[[ EXTRACTED MATERIAL open ]]

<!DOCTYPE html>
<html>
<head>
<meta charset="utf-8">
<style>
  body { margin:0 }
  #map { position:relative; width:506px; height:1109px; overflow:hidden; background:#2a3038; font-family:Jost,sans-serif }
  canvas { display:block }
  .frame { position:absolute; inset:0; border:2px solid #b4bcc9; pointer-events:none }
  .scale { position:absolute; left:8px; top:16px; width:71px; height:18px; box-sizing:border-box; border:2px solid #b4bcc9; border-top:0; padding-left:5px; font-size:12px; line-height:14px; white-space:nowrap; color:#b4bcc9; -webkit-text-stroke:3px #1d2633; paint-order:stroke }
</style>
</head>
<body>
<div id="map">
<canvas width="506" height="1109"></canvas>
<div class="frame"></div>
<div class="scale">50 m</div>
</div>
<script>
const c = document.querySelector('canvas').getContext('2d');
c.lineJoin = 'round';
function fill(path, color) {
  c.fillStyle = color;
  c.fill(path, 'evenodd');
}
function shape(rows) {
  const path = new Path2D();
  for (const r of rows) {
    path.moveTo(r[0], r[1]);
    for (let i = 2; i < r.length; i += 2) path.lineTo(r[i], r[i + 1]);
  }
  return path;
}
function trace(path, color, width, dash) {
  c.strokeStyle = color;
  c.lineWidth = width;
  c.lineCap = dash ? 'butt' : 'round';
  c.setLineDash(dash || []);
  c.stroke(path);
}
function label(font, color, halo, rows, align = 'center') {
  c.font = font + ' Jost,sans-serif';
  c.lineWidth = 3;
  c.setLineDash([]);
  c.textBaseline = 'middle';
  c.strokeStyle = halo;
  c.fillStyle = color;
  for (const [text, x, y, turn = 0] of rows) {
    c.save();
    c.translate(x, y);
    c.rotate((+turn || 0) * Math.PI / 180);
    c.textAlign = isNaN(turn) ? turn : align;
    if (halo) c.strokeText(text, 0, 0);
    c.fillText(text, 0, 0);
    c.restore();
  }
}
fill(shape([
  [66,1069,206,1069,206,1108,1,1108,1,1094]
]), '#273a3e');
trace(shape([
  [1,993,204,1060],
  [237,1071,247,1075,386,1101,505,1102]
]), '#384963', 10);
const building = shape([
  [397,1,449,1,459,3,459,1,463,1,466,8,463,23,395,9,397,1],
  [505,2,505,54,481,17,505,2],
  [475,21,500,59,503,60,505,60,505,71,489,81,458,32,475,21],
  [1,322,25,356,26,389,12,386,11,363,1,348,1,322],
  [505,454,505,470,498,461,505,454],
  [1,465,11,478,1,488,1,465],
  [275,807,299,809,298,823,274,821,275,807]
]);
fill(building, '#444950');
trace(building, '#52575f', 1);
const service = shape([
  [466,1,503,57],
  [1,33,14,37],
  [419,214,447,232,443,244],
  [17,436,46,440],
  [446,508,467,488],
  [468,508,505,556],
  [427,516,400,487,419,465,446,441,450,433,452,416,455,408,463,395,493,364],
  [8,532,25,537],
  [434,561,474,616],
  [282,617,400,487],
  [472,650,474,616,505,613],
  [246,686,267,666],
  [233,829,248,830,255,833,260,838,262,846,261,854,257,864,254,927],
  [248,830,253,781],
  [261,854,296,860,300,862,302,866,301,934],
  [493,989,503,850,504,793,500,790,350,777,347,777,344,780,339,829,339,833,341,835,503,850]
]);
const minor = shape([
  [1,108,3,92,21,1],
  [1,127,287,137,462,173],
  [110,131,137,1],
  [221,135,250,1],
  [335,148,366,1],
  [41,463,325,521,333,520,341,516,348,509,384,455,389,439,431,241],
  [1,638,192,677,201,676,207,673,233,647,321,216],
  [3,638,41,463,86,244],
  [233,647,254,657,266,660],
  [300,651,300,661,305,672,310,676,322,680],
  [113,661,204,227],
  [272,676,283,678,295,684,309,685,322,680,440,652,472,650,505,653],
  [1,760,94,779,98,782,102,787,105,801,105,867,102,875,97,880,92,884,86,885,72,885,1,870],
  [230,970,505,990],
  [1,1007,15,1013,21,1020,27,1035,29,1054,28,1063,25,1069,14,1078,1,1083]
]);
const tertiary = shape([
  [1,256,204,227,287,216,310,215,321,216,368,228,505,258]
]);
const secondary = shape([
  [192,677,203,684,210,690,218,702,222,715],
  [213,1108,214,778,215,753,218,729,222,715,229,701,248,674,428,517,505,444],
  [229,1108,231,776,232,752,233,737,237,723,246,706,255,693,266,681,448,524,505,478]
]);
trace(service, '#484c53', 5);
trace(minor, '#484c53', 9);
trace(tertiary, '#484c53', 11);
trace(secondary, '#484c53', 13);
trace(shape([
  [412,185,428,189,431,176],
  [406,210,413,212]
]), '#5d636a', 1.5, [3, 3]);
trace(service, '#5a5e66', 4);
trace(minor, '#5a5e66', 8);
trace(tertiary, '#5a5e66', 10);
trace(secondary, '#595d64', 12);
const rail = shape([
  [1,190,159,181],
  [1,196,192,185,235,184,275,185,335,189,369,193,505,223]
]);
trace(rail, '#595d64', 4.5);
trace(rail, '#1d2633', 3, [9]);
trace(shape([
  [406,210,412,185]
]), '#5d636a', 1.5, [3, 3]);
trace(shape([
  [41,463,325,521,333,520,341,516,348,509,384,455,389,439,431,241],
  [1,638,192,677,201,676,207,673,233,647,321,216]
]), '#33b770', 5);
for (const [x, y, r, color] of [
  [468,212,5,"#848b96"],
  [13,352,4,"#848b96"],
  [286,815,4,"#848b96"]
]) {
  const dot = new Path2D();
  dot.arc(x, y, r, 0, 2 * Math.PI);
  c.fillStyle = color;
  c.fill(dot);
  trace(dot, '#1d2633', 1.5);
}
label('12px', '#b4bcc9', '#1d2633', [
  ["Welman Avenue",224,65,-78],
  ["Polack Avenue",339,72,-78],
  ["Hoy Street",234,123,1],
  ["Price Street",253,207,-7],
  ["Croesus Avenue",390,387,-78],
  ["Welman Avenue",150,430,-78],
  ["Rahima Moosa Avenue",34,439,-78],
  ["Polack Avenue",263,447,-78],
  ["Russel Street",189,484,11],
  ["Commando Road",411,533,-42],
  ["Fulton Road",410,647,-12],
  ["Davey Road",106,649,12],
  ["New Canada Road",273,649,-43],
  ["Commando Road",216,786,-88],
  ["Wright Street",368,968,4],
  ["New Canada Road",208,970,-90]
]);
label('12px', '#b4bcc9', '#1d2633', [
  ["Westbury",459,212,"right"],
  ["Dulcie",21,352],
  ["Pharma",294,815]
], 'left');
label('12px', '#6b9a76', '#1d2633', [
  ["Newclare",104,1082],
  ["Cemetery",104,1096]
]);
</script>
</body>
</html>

[[ EXTRACTED MATERIAL closed ]]

Write the lines out verbatim, from the one with "dot.arc(x, y, r, 0, 2 * Math.PI);" through the last line of the entries, and stop there.

SOLUTION TO THE PROBLEM:
  dot.arc(x, y, r, 0, 2 * Math.PI);
  c.fillStyle = color;
  c.fill(dot);
  trace(dot, '#1d2633', 1.5);
}
label('12px', '#b4bcc9', '#1d2633', [
  ["Welman Avenue",224,65,-78],
  ["Polack Avenue",339,72,-78],
  ["Hoy Street",234,123,1],
  ["Price Street",253,207,-7],
  ["Croesus Avenue",390,387,-78],
  ["Welman Avenue",150,430,-78],
  ["Rahima Moosa Avenue",34,439,-78],
  ["Polack Avenue",263,447,-78],
  ["Russel Street",189,484,11],
  ["Commando Road",411,533,-42],
  ["Fulton Road",410,647,-12],
  ["Davey Road",106,649,12],
  ["New Canada Road",273,649,-43],
  ["Commando Road",216,786,-88],
  ["Wright Street",368,968,4],
  ["New Canada Road",208,970,-90]
]);
label('12px', '#b4bcc9', '#1d2633', [
  ["Westbury",459,212,"right"],
  ["Dulcie",21,352],
  ["Pharma",294,815]
], 'left');
label('12px', '#6b9a76', '#1d2633', [
  ["Newclare",104,1082],
  ["Cemetery",104,1096]
]);
</script>
</body>
</html>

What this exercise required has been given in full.